-- Opening Marker --

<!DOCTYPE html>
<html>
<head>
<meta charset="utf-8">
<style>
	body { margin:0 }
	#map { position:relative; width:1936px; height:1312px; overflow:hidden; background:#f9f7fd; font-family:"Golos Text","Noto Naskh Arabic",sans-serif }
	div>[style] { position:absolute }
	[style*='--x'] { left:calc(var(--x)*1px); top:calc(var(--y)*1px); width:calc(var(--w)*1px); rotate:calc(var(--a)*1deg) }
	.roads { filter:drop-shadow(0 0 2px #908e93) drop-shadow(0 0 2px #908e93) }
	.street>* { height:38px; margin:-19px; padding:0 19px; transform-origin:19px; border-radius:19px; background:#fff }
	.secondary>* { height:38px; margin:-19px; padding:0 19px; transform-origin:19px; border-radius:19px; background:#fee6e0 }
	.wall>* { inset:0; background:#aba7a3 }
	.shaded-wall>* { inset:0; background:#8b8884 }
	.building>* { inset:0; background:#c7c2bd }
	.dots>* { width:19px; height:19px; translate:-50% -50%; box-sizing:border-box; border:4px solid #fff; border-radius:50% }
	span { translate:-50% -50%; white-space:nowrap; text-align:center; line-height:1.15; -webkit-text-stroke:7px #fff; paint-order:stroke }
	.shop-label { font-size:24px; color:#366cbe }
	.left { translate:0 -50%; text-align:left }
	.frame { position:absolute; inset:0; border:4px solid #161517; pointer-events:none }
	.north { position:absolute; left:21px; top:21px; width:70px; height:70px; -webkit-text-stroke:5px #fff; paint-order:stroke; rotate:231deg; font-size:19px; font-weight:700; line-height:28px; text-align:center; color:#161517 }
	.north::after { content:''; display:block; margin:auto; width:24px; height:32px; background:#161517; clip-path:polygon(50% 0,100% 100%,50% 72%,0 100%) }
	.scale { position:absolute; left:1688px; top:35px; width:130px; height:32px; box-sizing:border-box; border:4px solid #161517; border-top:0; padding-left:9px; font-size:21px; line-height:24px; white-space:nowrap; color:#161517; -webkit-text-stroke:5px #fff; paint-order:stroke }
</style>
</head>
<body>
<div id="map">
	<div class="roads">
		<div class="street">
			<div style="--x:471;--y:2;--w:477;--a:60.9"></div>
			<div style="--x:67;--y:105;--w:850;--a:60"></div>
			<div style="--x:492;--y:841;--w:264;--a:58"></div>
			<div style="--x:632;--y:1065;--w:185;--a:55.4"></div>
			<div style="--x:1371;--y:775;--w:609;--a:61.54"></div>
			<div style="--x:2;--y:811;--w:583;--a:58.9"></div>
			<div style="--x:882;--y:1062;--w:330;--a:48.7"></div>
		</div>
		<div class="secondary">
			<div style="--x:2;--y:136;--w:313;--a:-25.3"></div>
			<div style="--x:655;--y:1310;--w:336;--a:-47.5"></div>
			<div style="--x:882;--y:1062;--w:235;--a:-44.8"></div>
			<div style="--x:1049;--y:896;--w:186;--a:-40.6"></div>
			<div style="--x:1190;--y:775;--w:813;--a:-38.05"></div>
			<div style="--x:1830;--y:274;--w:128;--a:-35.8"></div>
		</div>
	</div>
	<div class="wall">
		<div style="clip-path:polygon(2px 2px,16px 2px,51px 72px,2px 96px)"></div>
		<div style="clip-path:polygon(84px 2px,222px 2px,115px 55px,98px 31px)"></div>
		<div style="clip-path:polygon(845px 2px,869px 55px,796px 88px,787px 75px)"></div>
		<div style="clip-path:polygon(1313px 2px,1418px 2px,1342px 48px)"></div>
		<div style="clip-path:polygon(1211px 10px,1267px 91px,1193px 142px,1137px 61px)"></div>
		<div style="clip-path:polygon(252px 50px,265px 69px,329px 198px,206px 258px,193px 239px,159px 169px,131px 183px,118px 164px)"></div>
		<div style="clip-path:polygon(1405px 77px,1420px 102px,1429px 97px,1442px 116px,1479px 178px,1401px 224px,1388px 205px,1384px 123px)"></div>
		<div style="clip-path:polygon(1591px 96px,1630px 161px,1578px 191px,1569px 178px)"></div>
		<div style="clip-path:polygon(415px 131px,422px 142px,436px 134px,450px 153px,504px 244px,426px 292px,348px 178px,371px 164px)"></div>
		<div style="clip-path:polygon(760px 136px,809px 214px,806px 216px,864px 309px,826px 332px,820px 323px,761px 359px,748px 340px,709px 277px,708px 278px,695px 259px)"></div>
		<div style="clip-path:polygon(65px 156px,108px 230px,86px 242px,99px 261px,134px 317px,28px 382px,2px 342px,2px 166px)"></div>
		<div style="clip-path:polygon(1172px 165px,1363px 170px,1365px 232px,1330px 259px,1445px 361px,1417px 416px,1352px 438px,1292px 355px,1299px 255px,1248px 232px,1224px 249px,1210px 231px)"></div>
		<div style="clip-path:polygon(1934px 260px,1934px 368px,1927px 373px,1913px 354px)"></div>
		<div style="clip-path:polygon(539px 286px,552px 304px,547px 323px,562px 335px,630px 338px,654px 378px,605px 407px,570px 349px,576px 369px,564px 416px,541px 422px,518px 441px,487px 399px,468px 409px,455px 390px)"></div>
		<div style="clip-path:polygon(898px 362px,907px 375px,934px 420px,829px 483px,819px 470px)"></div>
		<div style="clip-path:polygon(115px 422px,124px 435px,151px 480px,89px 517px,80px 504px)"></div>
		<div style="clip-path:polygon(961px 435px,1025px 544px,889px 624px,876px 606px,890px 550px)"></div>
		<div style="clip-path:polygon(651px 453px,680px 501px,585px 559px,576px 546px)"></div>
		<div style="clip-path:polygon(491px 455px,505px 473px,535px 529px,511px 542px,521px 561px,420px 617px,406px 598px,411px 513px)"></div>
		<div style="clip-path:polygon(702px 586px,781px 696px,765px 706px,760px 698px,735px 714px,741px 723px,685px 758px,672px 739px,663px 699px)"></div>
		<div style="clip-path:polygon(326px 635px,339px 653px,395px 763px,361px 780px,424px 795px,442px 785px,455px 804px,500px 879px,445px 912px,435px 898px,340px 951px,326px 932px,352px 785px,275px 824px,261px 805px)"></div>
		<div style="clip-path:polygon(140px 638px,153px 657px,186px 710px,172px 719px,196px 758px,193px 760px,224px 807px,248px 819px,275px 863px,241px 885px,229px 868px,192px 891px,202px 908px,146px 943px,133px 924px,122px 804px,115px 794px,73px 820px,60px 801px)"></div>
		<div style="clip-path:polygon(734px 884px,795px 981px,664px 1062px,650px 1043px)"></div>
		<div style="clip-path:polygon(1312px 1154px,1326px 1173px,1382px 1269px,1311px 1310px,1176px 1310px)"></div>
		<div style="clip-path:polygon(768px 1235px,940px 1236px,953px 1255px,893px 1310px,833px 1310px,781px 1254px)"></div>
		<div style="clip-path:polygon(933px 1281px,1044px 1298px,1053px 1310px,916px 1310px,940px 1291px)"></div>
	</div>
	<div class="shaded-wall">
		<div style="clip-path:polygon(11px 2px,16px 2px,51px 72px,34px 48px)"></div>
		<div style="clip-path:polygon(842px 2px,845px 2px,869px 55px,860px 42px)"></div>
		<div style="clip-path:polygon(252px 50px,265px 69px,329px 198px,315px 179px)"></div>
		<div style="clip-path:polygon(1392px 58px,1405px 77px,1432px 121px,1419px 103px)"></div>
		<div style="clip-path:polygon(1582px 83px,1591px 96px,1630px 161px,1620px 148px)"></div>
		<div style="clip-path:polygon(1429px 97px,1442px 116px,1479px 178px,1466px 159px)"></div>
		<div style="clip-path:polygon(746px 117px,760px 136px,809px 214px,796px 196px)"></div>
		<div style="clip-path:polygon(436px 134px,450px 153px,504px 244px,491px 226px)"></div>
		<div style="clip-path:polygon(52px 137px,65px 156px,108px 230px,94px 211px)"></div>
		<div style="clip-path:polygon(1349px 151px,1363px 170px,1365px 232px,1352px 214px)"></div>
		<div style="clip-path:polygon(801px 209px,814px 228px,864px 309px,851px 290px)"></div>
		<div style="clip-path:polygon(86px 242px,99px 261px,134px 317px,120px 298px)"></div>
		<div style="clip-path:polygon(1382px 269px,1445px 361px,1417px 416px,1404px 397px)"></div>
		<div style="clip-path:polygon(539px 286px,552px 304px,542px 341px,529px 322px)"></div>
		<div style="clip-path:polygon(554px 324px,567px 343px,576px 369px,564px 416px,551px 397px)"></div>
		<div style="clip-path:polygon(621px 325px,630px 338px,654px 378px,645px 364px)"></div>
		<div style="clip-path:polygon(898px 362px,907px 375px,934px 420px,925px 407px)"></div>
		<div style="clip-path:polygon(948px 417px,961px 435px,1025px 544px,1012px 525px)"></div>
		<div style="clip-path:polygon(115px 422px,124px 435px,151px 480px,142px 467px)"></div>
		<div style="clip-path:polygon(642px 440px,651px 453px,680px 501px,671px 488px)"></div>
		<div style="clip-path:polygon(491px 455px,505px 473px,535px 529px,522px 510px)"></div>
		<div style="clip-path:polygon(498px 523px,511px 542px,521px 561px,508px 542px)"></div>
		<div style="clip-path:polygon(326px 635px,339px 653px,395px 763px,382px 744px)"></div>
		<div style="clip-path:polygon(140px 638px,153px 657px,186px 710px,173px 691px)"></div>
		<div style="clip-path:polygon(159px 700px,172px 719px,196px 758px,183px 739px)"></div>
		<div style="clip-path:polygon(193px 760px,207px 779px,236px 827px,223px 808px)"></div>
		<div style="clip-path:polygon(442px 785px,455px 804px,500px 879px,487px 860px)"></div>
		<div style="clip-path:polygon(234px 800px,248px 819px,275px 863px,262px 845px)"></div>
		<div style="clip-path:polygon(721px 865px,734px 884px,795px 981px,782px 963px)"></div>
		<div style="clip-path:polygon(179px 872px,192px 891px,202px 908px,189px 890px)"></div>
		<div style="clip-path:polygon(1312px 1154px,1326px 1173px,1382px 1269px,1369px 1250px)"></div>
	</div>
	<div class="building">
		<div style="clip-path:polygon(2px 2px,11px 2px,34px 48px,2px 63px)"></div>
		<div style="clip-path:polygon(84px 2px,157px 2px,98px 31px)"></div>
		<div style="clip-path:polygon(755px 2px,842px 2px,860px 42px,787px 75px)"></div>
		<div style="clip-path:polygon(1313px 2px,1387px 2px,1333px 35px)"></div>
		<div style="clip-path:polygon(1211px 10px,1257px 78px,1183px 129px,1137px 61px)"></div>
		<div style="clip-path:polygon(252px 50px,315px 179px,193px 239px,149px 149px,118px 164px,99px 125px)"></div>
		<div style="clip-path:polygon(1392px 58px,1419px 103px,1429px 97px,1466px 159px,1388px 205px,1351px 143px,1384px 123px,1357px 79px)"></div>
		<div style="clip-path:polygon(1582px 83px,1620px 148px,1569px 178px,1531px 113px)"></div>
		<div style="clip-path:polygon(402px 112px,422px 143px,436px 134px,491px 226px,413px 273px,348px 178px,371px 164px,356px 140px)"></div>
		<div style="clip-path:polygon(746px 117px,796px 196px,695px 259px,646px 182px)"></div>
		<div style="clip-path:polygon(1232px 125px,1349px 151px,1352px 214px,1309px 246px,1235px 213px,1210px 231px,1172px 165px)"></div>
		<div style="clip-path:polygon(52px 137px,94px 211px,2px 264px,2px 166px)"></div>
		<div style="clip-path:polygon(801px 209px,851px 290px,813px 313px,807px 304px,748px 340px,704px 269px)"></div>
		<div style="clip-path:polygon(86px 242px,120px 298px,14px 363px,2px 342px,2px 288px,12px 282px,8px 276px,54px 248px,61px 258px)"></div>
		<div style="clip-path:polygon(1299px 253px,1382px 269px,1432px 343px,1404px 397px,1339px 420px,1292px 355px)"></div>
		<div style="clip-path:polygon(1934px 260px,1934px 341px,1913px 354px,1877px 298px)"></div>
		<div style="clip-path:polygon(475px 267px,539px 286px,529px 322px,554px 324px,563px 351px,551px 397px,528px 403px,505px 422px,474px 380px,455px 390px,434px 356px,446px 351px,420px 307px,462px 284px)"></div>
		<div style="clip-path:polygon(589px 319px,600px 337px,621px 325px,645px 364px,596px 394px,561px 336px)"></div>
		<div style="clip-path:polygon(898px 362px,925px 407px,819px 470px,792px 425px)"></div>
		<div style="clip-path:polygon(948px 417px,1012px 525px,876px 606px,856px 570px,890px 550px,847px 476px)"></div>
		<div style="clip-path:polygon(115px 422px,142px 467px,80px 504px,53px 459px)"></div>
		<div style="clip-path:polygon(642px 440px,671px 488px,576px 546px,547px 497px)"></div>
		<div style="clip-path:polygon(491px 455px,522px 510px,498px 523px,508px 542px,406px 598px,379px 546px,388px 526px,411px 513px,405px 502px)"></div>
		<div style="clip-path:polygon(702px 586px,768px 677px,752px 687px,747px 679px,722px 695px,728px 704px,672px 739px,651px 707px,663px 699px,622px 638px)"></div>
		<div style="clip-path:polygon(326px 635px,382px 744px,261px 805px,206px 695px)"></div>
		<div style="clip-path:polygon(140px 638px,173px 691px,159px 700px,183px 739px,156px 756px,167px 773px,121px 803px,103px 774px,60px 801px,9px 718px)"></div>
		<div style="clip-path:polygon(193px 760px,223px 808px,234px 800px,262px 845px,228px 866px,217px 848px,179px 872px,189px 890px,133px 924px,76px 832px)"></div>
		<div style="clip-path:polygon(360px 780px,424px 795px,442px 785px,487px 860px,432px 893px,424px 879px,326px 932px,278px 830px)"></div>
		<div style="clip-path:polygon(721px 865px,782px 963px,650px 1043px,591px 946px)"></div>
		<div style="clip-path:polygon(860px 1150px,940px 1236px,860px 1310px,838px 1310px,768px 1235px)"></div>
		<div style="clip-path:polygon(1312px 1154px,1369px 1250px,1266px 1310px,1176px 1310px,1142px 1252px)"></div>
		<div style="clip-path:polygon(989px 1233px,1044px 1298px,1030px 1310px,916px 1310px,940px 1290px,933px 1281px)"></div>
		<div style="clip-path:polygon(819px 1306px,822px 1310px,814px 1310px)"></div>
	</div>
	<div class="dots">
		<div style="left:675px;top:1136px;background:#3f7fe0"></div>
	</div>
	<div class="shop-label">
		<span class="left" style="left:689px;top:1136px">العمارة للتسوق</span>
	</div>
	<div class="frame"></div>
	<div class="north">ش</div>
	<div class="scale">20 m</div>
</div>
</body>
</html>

-- Closing Marker --

(TASK GOAL) The first line of the entries, the line with "filter:drop-shadow(0 0 2px", and every line between them should be retyped exactly, and nothing else.

(COMPLETED EXERCISE)
<!DOCTYPE html>
<html>
<head>
<meta charset="utf-8">
<style>
	body { margin:0 }
	#map { position:relative; width:1936px; height:1312px; overflow:hidden; background:#f9f7fd; font-family:"Golos Text","Noto Naskh Arabic",sans-serif }
	div>[style] { position:absolute }
	[style*='--x'] { left:calc(var(--x)*1px); top:calc(var(--y)*1px); width:calc(var(--w)*1px); rotate:calc(var(--a)*1deg) }
	.roads { filter:drop-shadow(0 0 2px #908e93) drop-shadow(0 0 2px #908e93) }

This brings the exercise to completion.